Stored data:
★ ★ ★ ★ ★
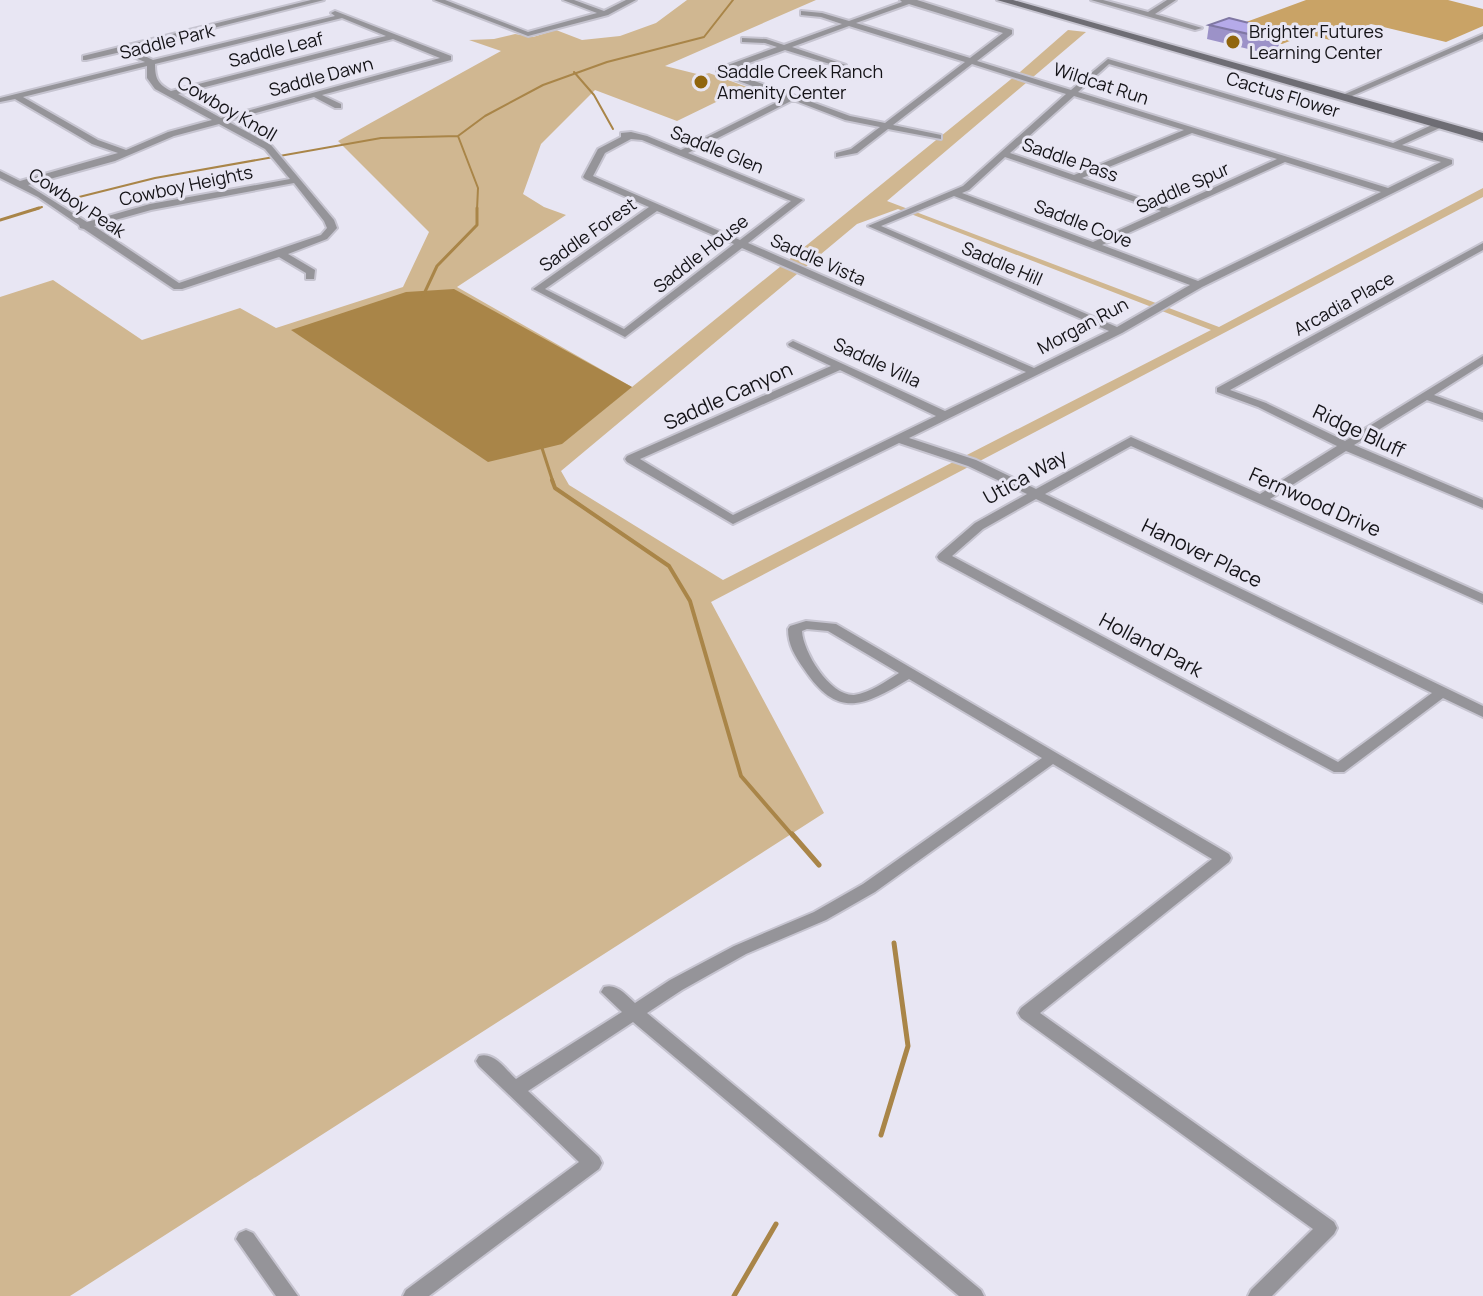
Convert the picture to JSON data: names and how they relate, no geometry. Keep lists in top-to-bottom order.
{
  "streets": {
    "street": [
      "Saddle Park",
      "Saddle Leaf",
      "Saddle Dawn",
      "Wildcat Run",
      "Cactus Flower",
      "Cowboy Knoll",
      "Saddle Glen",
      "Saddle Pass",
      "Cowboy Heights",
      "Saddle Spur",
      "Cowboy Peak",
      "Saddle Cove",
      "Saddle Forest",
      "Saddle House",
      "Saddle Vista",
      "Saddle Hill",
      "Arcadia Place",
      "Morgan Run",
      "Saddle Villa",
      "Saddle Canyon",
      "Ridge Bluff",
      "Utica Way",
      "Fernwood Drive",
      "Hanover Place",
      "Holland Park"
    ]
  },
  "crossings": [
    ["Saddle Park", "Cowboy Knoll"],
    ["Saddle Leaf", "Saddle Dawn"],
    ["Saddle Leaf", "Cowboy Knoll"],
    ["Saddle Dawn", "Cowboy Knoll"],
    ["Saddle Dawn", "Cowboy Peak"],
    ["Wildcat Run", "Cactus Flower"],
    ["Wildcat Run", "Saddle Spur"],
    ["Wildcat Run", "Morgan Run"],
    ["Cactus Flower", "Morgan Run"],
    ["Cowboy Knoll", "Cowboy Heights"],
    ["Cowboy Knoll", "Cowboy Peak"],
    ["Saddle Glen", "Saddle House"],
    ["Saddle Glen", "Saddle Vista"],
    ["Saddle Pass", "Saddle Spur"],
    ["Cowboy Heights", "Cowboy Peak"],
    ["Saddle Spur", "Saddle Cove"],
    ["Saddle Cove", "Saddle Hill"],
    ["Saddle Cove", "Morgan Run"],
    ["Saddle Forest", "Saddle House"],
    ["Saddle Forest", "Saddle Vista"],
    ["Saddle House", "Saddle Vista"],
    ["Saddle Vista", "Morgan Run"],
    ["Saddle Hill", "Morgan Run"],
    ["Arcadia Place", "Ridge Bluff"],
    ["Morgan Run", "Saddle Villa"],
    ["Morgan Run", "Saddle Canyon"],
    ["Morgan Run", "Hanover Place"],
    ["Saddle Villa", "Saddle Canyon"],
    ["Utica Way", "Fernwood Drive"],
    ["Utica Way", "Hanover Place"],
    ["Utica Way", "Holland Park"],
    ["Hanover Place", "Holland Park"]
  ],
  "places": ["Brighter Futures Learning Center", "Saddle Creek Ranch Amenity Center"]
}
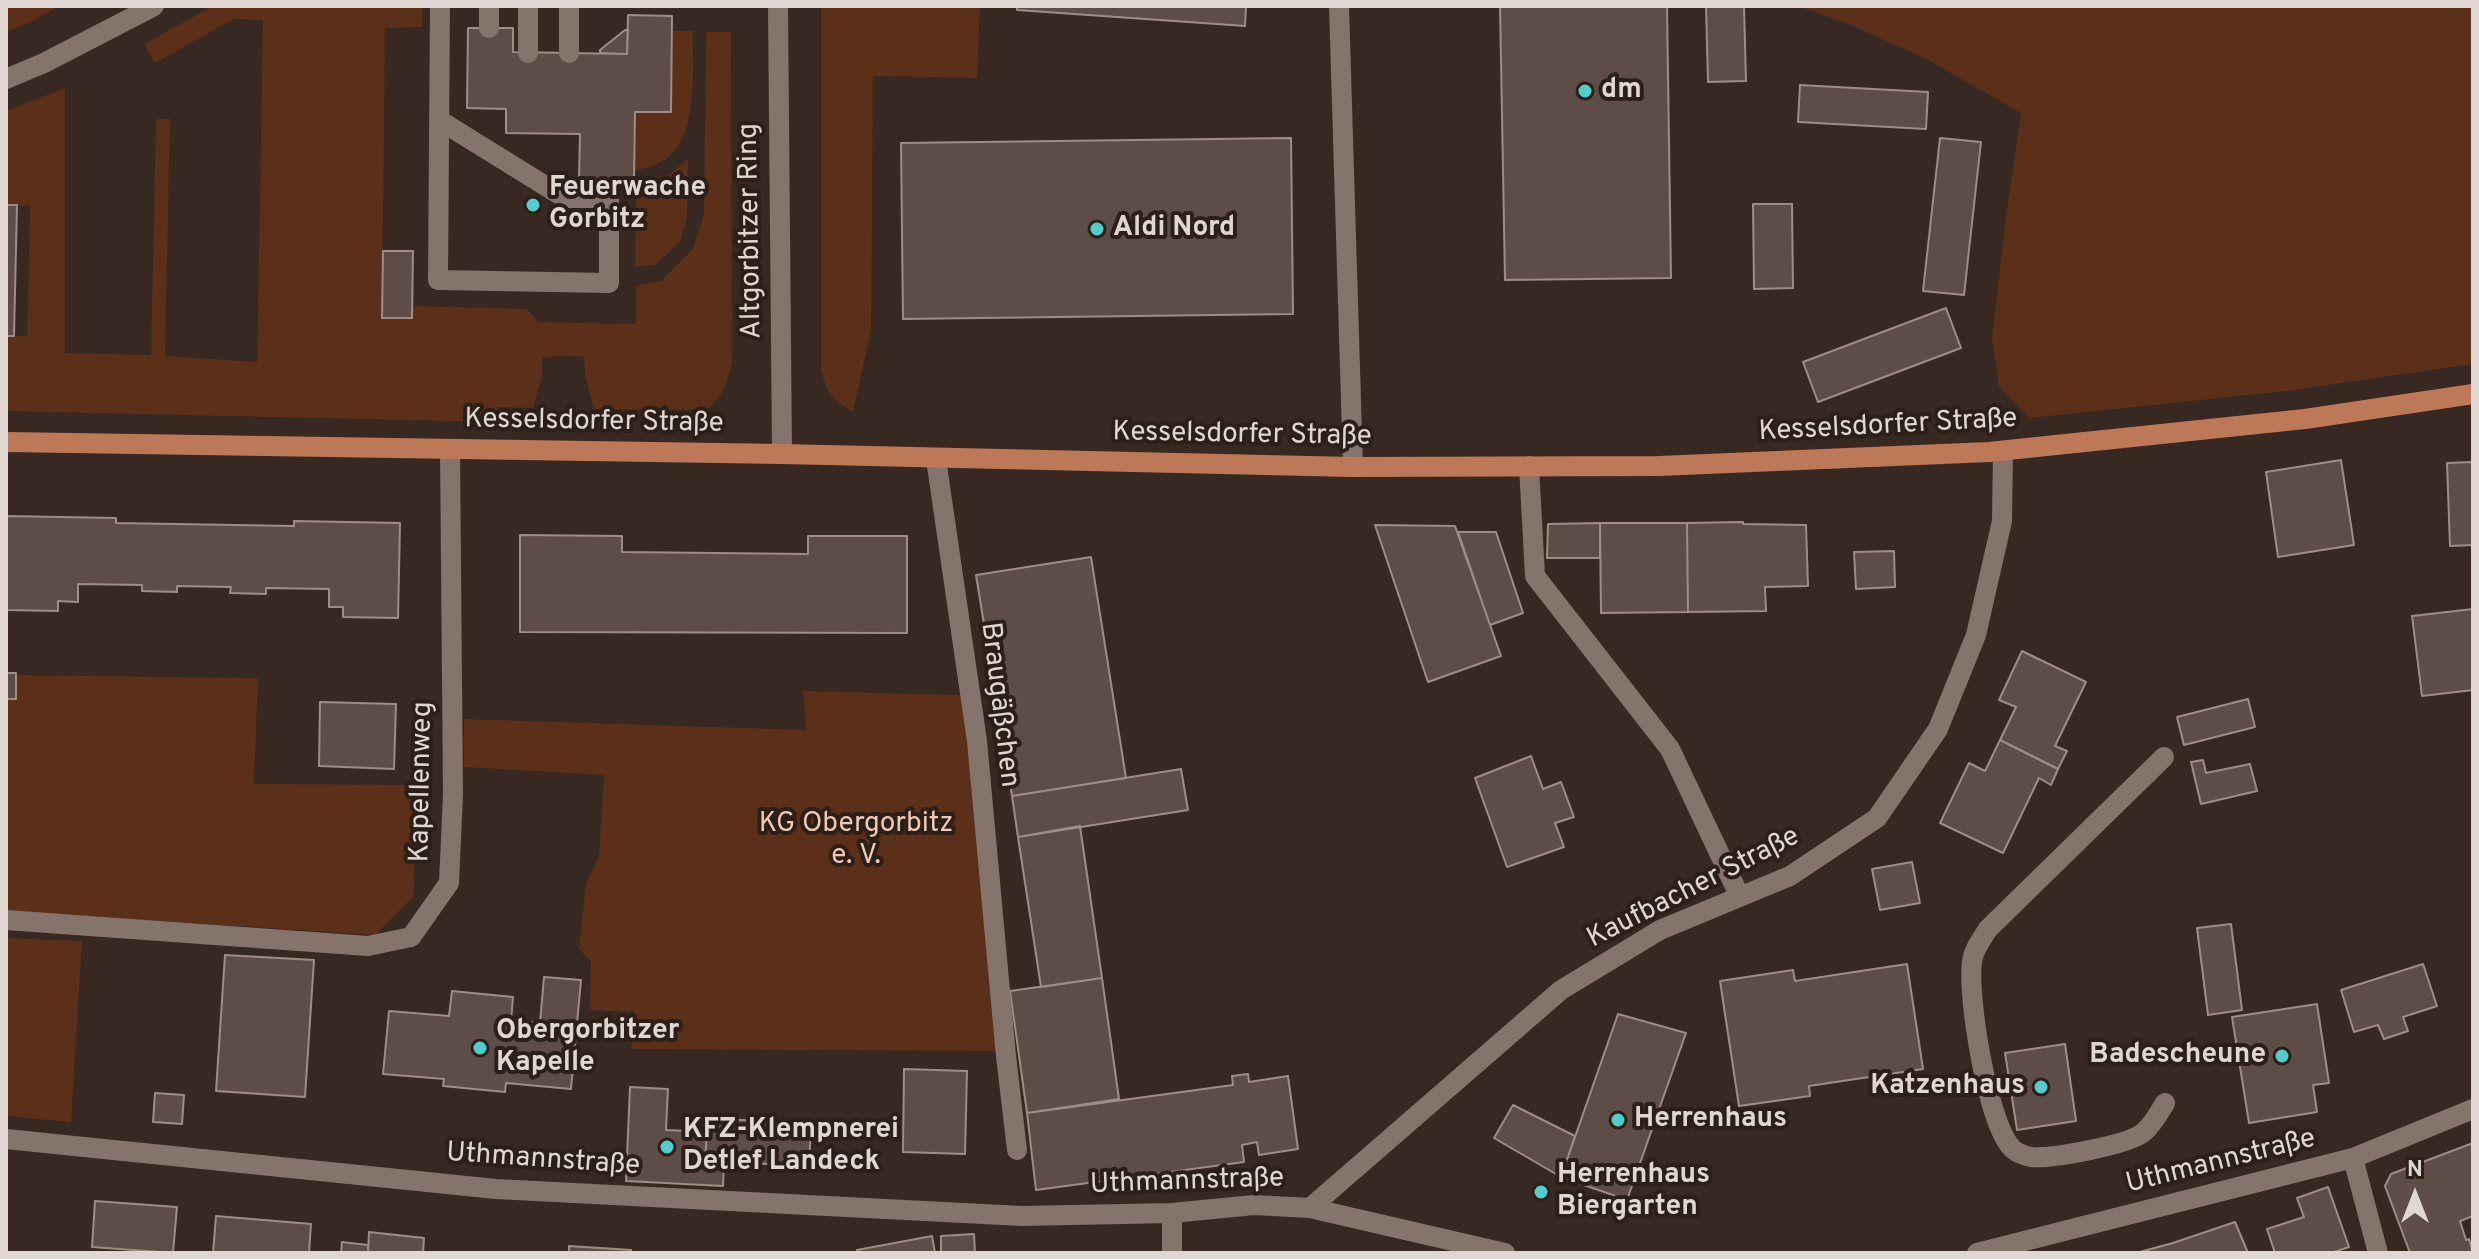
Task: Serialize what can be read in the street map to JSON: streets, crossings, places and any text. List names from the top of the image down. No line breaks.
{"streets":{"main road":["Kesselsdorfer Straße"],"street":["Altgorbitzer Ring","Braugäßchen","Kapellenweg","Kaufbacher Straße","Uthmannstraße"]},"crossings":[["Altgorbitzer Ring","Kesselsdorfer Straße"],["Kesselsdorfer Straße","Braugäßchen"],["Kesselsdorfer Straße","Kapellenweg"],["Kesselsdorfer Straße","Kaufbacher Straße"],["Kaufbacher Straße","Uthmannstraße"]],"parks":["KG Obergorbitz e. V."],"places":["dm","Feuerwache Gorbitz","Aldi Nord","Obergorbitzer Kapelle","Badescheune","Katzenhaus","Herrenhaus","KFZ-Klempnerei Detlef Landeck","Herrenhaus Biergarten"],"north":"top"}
★ ★ ★ ★ ★
### ACTIVITY
What is wanted is a verbatim transcription of every record above, pictures excluded.

### OUTPUT OF THE TASK
Convert the picture to JSON data: names and how they relate, no geometry. Keep lists in top-to-bottom order.
{
  "streets": {
    "street": [
      "Saddle Park",
      "Saddle Leaf",
      "Saddle Dawn",
      "Wildcat Run",
      "Cactus Flower",
      "Cowboy Knoll",
      "Saddle Glen",
      "Saddle Pass",
      "Cowboy Heights",
      "Saddle Spur",
      "Cowboy Peak",
      "Saddle Cove",
      "Saddle Forest",
      "Saddle House",
      "Saddle Vista",
      "Saddle Hill",
      "Arcadia Place",
      "Morgan Run",
      "Saddle Villa",
      "Saddle Canyon",
      "Ridge Bluff",
      "Utica Way",
      "Fernwood Drive",
      "Hanover Place",
      "Holland Park"
    ]
  },
  "crossings": [
    ["Saddle Park", "Cowboy Knoll"],
    ["Saddle Leaf", "Saddle Dawn"],
    ["Saddle Leaf", "Cowboy Knoll"],
    ["Saddle Dawn", "Cowboy Knoll"],
    ["Saddle Dawn", "Cowboy Peak"],
    ["Wildcat Run", "Cactus Flower"],
    ["Wildcat Run", "Saddle Spur"],
    ["Wildcat Run", "Morgan Run"],
    ["Cactus Flower", "Morgan Run"],
    ["Cowboy Knoll", "Cowboy Heights"],
    ["Cowboy Knoll", "Cowboy Peak"],
    ["Saddle Glen", "Saddle House"],
    ["Saddle Glen", "Saddle Vista"],
    ["Saddle Pass", "Saddle Spur"],
    ["Cowboy Heights", "Cowboy Peak"],
    ["Saddle Spur", "Saddle Cove"],
    ["Saddle Cove", "Saddle Hill"],
    ["Saddle Cove", "Morgan Run"],
    ["Saddle Forest", "Saddle House"],
    ["Saddle Forest", "Saddle Vista"],
    ["Saddle House", "Saddle Vista"],
    ["Saddle Vista", "Morgan Run"],
    ["Saddle Hill", "Morgan Run"],
    ["Arcadia Place", "Ridge Bluff"],
    ["Morgan Run", "Saddle Villa"],
    ["Morgan Run", "Saddle Canyon"],
    ["Morgan Run", "Hanover Place"],
    ["Saddle Villa", "Saddle Canyon"],
    ["Utica Way", "Fernwood Drive"],
    ["Utica Way", "Hanover Place"],
    ["Utica Way", "Holland Park"],
    ["Hanover Place", "Holland Park"]
  ],
  "places": ["Brighter Futures Learning Center", "Saddle Creek Ranch Amenity Center"]
}
Task: Serialize what can be read in the street map to JSON: streets, crossings, places and any text. List names from the top of the image down. No line breaks.
{"streets":{"main road":["Kesselsdorfer Straße"],"street":["Altgorbitzer Ring","Braugäßchen","Kapellenweg","Kaufbacher Straße","Uthmannstraße"]},"crossings":[["Altgorbitzer Ring","Kesselsdorfer Straße"],["Kesselsdorfer Straße","Braugäßchen"],["Kesselsdorfer Straße","Kapellenweg"],["Kesselsdorfer Straße","Kaufbacher Straße"],["Kaufbacher Straße","Uthmannstraße"]],"parks":["KG Obergorbitz e. V."],"places":["dm","Feuerwache Gorbitz","Aldi Nord","Obergorbitzer Kapelle","Badescheune","Katzenhaus","Herrenhaus","KFZ-Klempnerei Detlef Landeck","Herrenhaus Biergarten"],"north":"top"}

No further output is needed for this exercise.